The Auditor General’s report on the accounts of parastatal bodies for the financial year ended 31st December 2017 has revealed that government institutions failed to settle statutory obligations to NAPSA, ZRA and other authorities in amounts exceeding K1.7 billion during the audited period under review.

And the delayed report which was expected to be released around December 2018, has also highlighted weaknesses in corporate governance; failure to produce financial statements; weaknesses in contract management and poor financial and operational performance.

“Failure to settle Statutory Obligations ranks high at K1.7 billion (K1,739,263,975). The implication for this irregularity is that government is deprived of the much needed revenue in the case of non-remittances and for NAPSA and LASF contributions this may disadvantage employees of their benefits at the time of termination of service,” Head of Public Relations Ellen Chikale said in a statement released Tuesday.

“The second highest ranking audit finding is wasteful expenditure at K439 million (K438,978,870) which is a loss to government as the audited entity disregarded due care in expending. The other irregularities are Failure to recover loans at K54 million (K53,525,650) followed by Unsupported payments at K13 million (K13,164,165); Missing payment vouchers of K5 million (K5,546,688); Unaccounted for stores at K4 million (K4,760,991) and Unretired imprest of K781,004. Undelivered Stores also stood at K821, 700 while Irregular payments were at K293, 037.”

She said the Report also included findings as a result of interrogations into the Information Communication Technology (ICT) systems that the organisations have implemented in order to improve on the efficiency and effectiveness of service delivery.

“Notable observations in respect of ICT systems audits included the failure to comply with the international standards on information technology and failure to adopt IT policies which could guide the operations of the institutions among others,” she stated.

Chikale said the report covered Sixteen (16) parastatal bodies and other statutory institutions that had issues which were unresolved as at 31st December 2018.

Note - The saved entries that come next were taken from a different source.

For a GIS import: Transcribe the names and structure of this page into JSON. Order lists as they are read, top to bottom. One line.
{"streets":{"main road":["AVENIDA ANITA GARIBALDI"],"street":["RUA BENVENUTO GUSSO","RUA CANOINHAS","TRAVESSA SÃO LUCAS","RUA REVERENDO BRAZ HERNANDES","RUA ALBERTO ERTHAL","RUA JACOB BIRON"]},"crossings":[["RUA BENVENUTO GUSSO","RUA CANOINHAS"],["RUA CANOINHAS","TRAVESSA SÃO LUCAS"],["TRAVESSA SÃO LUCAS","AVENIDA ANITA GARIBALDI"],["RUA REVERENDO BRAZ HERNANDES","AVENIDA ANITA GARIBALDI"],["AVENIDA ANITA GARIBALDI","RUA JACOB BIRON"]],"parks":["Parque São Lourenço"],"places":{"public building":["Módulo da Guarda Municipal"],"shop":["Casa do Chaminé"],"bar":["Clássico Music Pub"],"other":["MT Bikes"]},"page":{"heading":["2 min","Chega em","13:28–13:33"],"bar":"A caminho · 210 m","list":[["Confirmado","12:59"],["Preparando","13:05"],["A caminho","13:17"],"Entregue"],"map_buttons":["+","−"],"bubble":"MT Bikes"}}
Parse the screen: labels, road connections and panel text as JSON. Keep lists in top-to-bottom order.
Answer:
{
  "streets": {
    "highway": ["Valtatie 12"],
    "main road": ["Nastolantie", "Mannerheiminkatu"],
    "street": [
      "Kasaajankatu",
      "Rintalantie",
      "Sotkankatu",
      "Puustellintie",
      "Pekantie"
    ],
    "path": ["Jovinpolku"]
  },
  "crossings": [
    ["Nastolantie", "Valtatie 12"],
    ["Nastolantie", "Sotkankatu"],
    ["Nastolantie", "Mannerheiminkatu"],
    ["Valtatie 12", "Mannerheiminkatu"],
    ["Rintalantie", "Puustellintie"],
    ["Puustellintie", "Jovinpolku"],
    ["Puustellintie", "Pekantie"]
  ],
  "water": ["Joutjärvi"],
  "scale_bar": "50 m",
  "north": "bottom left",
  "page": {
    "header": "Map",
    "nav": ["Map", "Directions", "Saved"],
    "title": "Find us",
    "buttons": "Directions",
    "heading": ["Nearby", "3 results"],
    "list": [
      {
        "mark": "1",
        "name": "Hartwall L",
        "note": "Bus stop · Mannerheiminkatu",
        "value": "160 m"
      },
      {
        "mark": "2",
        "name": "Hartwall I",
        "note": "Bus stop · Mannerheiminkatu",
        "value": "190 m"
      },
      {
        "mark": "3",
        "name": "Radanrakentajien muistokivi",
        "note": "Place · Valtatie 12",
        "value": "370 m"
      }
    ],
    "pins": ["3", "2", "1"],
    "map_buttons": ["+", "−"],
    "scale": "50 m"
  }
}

“It is worth noting that the Sixteen (16) institutions that appear in the Report either had their operations reviewed or accounts audited for periods longer than one financial year as in most cases, their books of accounts are primarily audited by appointed private audit firms in line with the enabling legislation,” said Chikale.

“However, it is necessary to point out that such accounts though audited by private audit firms are reviewed by the Auditor General and the results of such reviews are reported in accordance with the Republican Constitution, Public Finance Act and Public Audit Act.”